CONCERTO: Aldina Duarte
Aveiro 2024 - Capital Portuguesa da Cultura
Teatro Aveirense - Sala Aberta (Praça da República)
17 Ago 2024 | sab | 22:00
Genuinamente uma enorme fadista e uma laboriosa e comprometida cultora do fado, Aldina Duarte foi a convidada do mais recente momento da programação de rua do Teatro Aveirense, enchendo de graça e encanto uma nova “Sala Aberta”. Numa noite fresca e ventosa, a sua voz foi xaile generoso e aconchegante para o muito público que acorreu à Praça da República a escutá-la e que, de forma sentida, abraçou a espontaneidade e a emoção do seu fado, como se de um afago se tratasse. Aldina Duarte tem esta capacidade, exclusiva apenas de alguns, de pôr naquilo que canta a tristeza e melancolia que lhe parecem intrínsecas e que são marcas distintivas do próprio fado. Ao tom sofrido da sua voz, acrescenta o respeito pelas particularidades de cada fado, dominando como ninguém as pausas que os pontuam (leva de tal forma ao limite os silêncios em certos fados, que o coração quase nos salta do peito só de imaginar que poderá ter-se esquecido da letra). E, depois, tem esse dom único de ser como é, de se virar para a assistência após uma gargalhada e dizer, com toda a simplicidade e verdade: “É pá, desculpem lá… É que está mesmo a saber-me bem. Espero passar isso para vocês. É o que eu mais quero.”
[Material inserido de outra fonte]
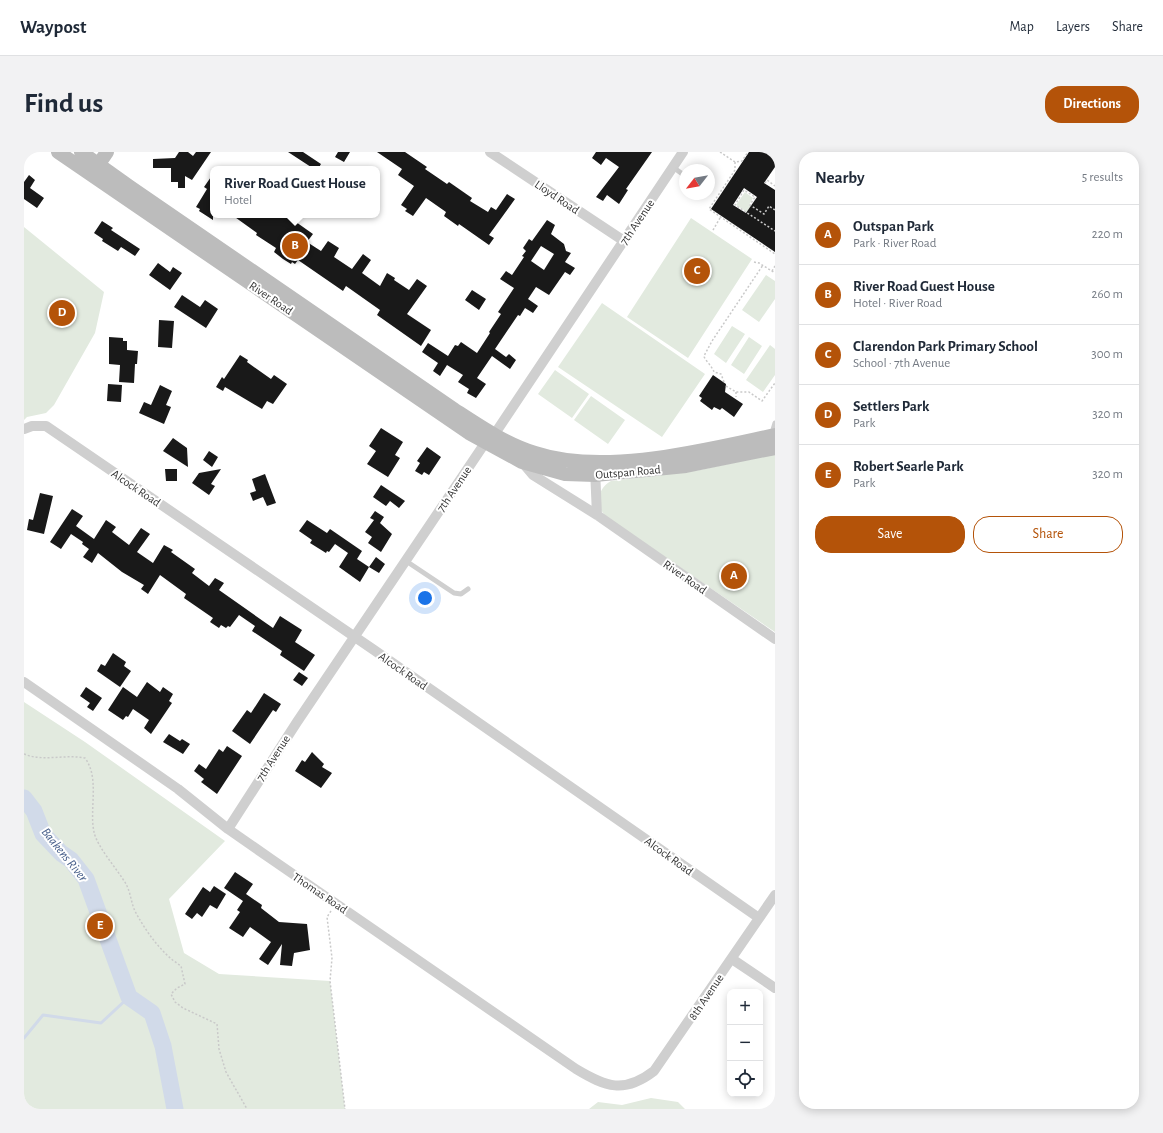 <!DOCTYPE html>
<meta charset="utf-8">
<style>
:root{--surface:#fff;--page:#f2f2f3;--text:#1f2937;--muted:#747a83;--line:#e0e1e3;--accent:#b45309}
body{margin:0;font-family:"Alegreya Sans",sans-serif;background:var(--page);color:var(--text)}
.controls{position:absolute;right:12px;bottom:12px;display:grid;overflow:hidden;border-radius:8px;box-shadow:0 2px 10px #0003}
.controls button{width:36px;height:36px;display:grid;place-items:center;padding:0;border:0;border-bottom:1px solid var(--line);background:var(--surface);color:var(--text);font:20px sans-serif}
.compass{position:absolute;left:655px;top:12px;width:36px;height:36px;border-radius:50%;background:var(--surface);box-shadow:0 2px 10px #0003;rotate:239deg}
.you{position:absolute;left:401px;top:446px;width:14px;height:14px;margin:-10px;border:3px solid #fff;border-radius:50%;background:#1a73e8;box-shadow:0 0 0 6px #1a73e833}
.badge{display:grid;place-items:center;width:26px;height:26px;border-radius:50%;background:var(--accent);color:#fff;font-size:13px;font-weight:700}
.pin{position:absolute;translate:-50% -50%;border:2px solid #fff;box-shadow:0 1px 4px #0006}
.popup{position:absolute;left:186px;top:14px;width:170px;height:52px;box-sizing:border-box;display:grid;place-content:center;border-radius:8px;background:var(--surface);filter:drop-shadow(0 1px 3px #0005);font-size:13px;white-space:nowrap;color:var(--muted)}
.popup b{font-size:15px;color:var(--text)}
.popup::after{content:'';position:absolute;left:50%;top:100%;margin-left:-8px;border:8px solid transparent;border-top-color:var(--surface)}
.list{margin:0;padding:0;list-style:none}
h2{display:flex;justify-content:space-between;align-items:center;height:52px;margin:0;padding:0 16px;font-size:17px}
h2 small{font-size:13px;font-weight:400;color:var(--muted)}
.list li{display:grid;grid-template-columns:26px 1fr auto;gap:12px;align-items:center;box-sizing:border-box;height:60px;padding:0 16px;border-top:1px solid var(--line)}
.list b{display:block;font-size:15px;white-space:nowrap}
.list p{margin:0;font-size:13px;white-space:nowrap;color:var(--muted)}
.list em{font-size:13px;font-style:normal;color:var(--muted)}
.actions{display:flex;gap:8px;padding:12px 16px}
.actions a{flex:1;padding:9px 0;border:1px solid var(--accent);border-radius:16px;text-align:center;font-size:14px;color:var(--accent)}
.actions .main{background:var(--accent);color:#fff}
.icon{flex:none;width:22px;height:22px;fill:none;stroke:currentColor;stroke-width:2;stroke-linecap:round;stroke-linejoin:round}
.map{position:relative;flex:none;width:751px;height:957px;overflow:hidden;border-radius:16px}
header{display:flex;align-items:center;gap:24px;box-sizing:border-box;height:56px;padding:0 20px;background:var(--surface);border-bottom:1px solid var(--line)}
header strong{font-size:19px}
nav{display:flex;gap:22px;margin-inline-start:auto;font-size:14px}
.intro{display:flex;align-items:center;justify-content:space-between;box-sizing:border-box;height:96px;padding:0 24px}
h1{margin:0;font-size:28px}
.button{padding:10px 18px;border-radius:16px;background:var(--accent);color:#fff;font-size:14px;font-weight:700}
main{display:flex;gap:24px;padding:0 24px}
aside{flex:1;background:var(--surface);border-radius:16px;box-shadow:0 2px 10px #0003}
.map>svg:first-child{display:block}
</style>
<header>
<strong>Waypost</strong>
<nav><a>Map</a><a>Layers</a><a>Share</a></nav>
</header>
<div class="intro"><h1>Find us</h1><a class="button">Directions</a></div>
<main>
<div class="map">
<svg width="751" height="957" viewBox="0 0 751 957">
<rect width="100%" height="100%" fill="#fff"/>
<path fill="#e2eadf" d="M721 40 729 46 725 53 741 64 737 69 712 53Z
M667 66 728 107 664 206 603 165Z
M0 75 80 140 71 181 30 253 22 261 3 265 0 268Z
M742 123 751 129V147L735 170 718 158Z
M578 151 681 222 638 285 534 215Z
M708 174 721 182 702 211 690 202Z
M725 185 738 194 720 222 707 213Z
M746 193 751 197V223L739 240 722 228Z
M531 218 565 242 548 266 514 242Z
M567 244 601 268 584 292 550 268Z
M751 302V480L582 365C571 353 573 337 587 329L676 318Z
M0 550 61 590 201 689 145 747 160 801 195 822 306 829 321 957H0Z
M627 946 654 950 661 957H565L574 950 598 953Z"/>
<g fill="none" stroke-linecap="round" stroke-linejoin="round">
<path stroke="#d1dae9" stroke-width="3" d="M0 886 19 863 77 871 105 845"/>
<path stroke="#d1dae9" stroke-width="17" d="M0 646 10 659 19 682 37 701 47 708 62 727 105 845 128 861 139 894 151 957"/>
</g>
<path fill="#191919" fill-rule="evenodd" d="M155 0H164L169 4 172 0H187L168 28 161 24V36H154V30H147V16H129V7L151 6Z
M264 0H279L297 12 294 17H290Z
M314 0H326L320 10 311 5Z
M353 0H381L403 15 401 17 423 32 425 30 448 46 446 49 464 60 467 55 472 58 483 42 491 47 465 83 470 86 465 93 435 72 434 74 420 64 422 60 402 46 389 64 381 59 383 57 377 53 390 34 374 23 378 17Z
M572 0H628L602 37 604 38 595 52 583 43 579 49 572 45 595 15 582 6 577 13 568 6Z
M725 0H751V15L740 31 751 38V100L687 57ZM720 36 733 45 722 61 709 53Z
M189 22V68L175 59 176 57 172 55 183 37 180 35Z
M5 23 11 28 6 36 20 46 13 56 0 47V30Z
M208 63H262L289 82 283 90 297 99 304 89 315 96 310 105 328 117 339 102 347 108 338 121 356 134 363 121 371 126 370 128 385 138 393 127 403 134 383 162 407 178 397 194 353 163 356 158 322 134 319 139 274 108 271 112 268 110 267 112 259 107 250 100 252 96 232 83 233 81Z
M523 68 531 73 527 82 540 92 542 99 547 101 541 110 551 116 546 123 541 120 525 143 512 135 504 147 514 154 509 161 501 156 496 164 494 163 471 197 482 205 485 202 492 208 486 217 468 204 453 226 462 232 452 246 443 241 445 237 434 230 439 223 423 213 416 224 409 219 414 211 398 200 404 191 424 204 431 193 434 194 437 190 453 201 466 181 465 180 477 162 474 160 490 136 476 127 482 119 488 123 500 105 498 104 502 99 499 96 505 87 508 89ZM517 94 530 102 520 118 507 109Z
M78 69 89 76 87 78 116 97 111 104 97 95 94 99 78 89 79 87 70 81Z
M134 111 146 120 149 115 158 121 146 138 125 123Z
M448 138 462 147 455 158 441 148Z
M158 143 176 155 181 148 194 157 182 176 150 155Z
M135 168 150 169 148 196 134 195Z
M85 185 99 186V189H103V198L114 199 113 212H111L110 231 95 230 96 213 85 212Z
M216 203 224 208 223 210 247 227 250 223 263 232 249 252 243 249 238 257 201 235 199 239 192 235 198 225 200 227Z
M689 223 702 232 701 240 719 252 710 265 698 256 696 258 690 255 688 258 676 249 678 246 675 244Z
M84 232 98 233 97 250 83 249Z
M136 233 148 239 142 253 147 255 140 272 115 261 120 250 127 253Z
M357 276 379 290 371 303 376 306 364 325 343 312 352 299 345 294Z
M149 286 163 296 164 315 139 299Z
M403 295 417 305 405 323 400 320 398 323 391 319 396 311 393 309Z
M185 299 194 305 188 315 179 308Z
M141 317H153V329H142Z
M197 317 187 332 191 334 185 343 168 331 175 321Z
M241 322 252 351 243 354 239 345 229 349 226 341 232 339 228 327Z
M357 333 381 349 375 356 366 349 362 354 349 345Z
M16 341 29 344 20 382 3 378 5 367 9 368Z
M48 357 59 364 52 374 70 387 82 368 92 375 88 380 105 393 117 376 126 382 113 400 129 411 140 393 149 398 147 400 171 417 168 421 185 434 191 426 200 431 195 438 249 476 256 464 278 478 271 490 291 503 280 519 256 503 258 499 228 479 231 474 215 463 206 475 204 474 202 476 197 473 195 476 186 470 189 466 160 446 162 442 136 423 124 442 117 437 120 433 98 420 74 401 68 411 59 405 65 397 58 392 59 390 47 382 37 397 26 390Z
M351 359 360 365 356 371 368 382 357 400 344 391 348 385 341 380 350 368 346 366Z
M283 368 303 381 306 377 338 399 333 407 345 415 336 430 315 415 324 401 311 392 305 400 303 399 302 401 286 391 288 388 275 379Z
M352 405 361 412 355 421 345 415Z
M89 501 102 510 100 514 107 519 96 535 73 519 77 512 81 514Z
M275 520 284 526 278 534 269 528Z
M123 530 136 540 139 535 149 542 145 549 148 551 127 582 120 576 125 568 109 557 104 565 102 564 99 568 84 558 99 535 113 545Z
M62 535 78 546 69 559 63 555 66 551 56 544Z
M240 541 257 552 252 560 249 558 226 592 208 579 223 558 227 561Z
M145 582 156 589 158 587 166 592 159 602 139 590Z
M203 594 218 604 193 642 177 630 180 627 170 619 175 612 182 617 195 597 199 600Z
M288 600 300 612 298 615 308 621 297 636 271 619 278 608 281 610Z
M211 720 229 732 222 742 238 753 237 756 255 770 283 772 286 798 270 801 268 814 256 813 258 792 244 813 235 807 247 790 226 775 219 785 205 776 216 760 213 758 219 749 200 736Z
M190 734 202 742 193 757 186 753 178 765 173 761 168 767 161 762 179 735 186 740Z"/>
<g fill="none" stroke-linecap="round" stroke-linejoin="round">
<path stroke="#c9c9c9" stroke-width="1.5" stroke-dasharray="2 2" stroke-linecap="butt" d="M696 0 711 10 718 9 724 0
M711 10V18L685 57 751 102
M741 31 743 28 751 34
M751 58 745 54 740 62 726 53 731 45 720 38 711 53 751 79
M689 78 696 66
M730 110 735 111 751 121
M748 119 751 114
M700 230 697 222 690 220C688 214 680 207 680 204L688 189 739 113
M702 234 712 240H725L738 249 751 231
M712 240V245
M0 602C19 610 41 602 61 606 76 626 65 657 70 680 73 695 94 718 102 732 107 741 107 752 112 761 123 781 138 802 157 814L161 832 153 836 147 842 151 850 159 856 193 872 195 897 202 920 223 957
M307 759 303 765 308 806 306 829 321 957"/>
<path stroke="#cfcfcf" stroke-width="5" d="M649 15 661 24
M748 281 751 271
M382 409 430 441 437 442 444 437"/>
<path stroke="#cfcfcf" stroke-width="10" d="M466 0 600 89
M0 277 8 274H22L350 498 735 766
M498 310 509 323 573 363 751 487
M571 317 573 363
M0 530 154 637 204 677 250 709 552 917C582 935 600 942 630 919L751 743
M204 677 273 570 461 291 470 283 659 0
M708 807 751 836"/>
<path stroke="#bcbcbc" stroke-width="14" d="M34 0 445 281 498 310 541 322 571 323 662 314 751 296
M57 0 106 35 431 258C457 275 482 292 511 301 580 324 681 298 751 283
M70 19 83 0"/>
</g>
<g text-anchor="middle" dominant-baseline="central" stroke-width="4" stroke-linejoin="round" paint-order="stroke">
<g font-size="12" fill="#323232" stroke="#fff">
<text transform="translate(533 45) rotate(34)">Lloyd Road</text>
<text transform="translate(613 70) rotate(-56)">7th Avenue</text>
<text transform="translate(247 146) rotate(34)">River Road</text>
<text transform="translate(604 320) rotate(-5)">Outspan Road</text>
<text transform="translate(112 336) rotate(34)">Alcock Road</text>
<text transform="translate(430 337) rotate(-56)">7th Avenue</text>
<text transform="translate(661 425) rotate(35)">River Road</text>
<text transform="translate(379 519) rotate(35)">Alcock Road</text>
<text transform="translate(249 606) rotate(-57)">7th Avenue</text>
<text transform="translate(645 704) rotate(36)">Alcock Road</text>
<text transform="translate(296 741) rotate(34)">Thomas Road</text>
<text transform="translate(682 845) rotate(-56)">8th Avenue</text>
</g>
<g font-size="13" font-style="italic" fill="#49608b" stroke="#fff">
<text transform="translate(40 703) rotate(51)">Baakens River</text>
</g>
</g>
</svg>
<div class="controls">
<button>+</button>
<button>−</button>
<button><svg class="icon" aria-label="locate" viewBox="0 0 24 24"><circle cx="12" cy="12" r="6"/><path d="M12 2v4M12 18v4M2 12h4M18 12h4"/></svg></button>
</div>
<svg class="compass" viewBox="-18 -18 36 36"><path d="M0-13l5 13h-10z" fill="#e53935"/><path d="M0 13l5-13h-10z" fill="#747a83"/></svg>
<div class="you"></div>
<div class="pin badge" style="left:710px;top:424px">A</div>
<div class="pin badge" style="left:271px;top:94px">B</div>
<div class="popup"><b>River Road Guest House</b>Hotel</div>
<div class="pin badge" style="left:673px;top:119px">C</div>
<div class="pin badge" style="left:38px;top:161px">D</div>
<div class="pin badge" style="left:76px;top:774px">E</div>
</div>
<aside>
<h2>Nearby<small>5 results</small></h2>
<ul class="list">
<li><span class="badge">A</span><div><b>Outspan Park</b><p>Park · River Road</p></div><em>220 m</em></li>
<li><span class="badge">B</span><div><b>River Road Guest House</b><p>Hotel · River Road</p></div><em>260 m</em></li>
<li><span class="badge">C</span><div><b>Clarendon Park Primary School</b><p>School · 7th Avenue</p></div><em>300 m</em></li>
<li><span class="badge">D</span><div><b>Settlers Park</b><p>Park</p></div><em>320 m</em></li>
<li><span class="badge">E</span><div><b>Robert Searle Park</b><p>Park</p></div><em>320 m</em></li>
</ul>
<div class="actions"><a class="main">Save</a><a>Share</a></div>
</aside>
</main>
“Trago dentro do meu fado / Uma figura de proa / E uma velha caravela / Que naufragou em Lisboa”. Foi com a poesia de João Ferreira Rosa e a música de Alfredo Duarte, do Fado Senhora do Monte, que Aldina Duarte abriu o concerto. Ao escutar cada uma das palavras deste “Auto-retrato”, ao sentir cada um dos seus silêncios, que também são música, percebe-se o quanto o fado e a vida estão nela tão intimamente ligados, dispostos a dar-se em arrebatamento e desejo, mas também em raiva e desespero. Extraídos de “Metade-Metade”, o seu mais recente trabalho, “Pisco-de-peito-ruivo”, “Duas Mãos”, “Primavera” e “Aprendiza” foram temas cantados ao longo do concerto, pondo o público, também ele, com um pé no fado e outro na vida. Com assinatura de Capicua, letrista improvável de um género tão singular, os temas pisam terrenos do fado, mas trazem com eles assuntos “de outros fados”, preocupações quotidianas que são da fadista e não menos nossas. Nem saudade ou nostalgia, inveja ou ciúme, sangue ou paixão. Antes silêncio e cativeiro, inépcia e cansaço, espera e solidão, o cheiro da terra molhada, um cedro velho, um planeta cada vez menos azul.
“Eu hei-de ser das cerejas / Da vertigem dos cardumes / Do mistério dos pardais”. João Monge, com a sua “Estação das Cerejas”, vem enriquecer o leque de poetas que se passeiam por dentro do fado no tempo do concerto. Também lá cabe a poesia de Manuela de Freitas e João Nobre, de Manel Cruz e Maria do Rosário Pedreira, da própria Aldina Duarte, vertida em músicas originais ou bebidas na tradição, do Fado Alcântara ao Fado Margarida, do Fado Ferreira ao Fado Carriche. “Quando se ama loucamente / Nada existe de outra forma”, diz-nos a fadista, tomada pela emoção de reconhecer nos talentosos Bernardo Romão (guitarra portuguesa), Rogério Ferreira (viola) e Francisco Gaspar (viola baixo), os cúmplices de uma extraordinária viagem, e por sentir que essa cumplicidade se estende a uma plateia completamente rendida. Momento de profunda religiosidade, “Senhora da Nazaré, rogai por mim / Também sou um pescador que anda no mar / Ao largo da vida aproei nas vagas sem fim”, é um momento único de espanto e comoção. Para o final, reservou a fadista duas pérolas: uma muito aplaudida guitarrada e um “Fado com Dono”, em cujos versos guardamos Aldina: “Diz quem já me ouviu cantar / Que, quando soa o meu canto / A terra inteira estremece / E os rios perdem o mar / E as pedras rolam de espanto / E até o mal se estremece”.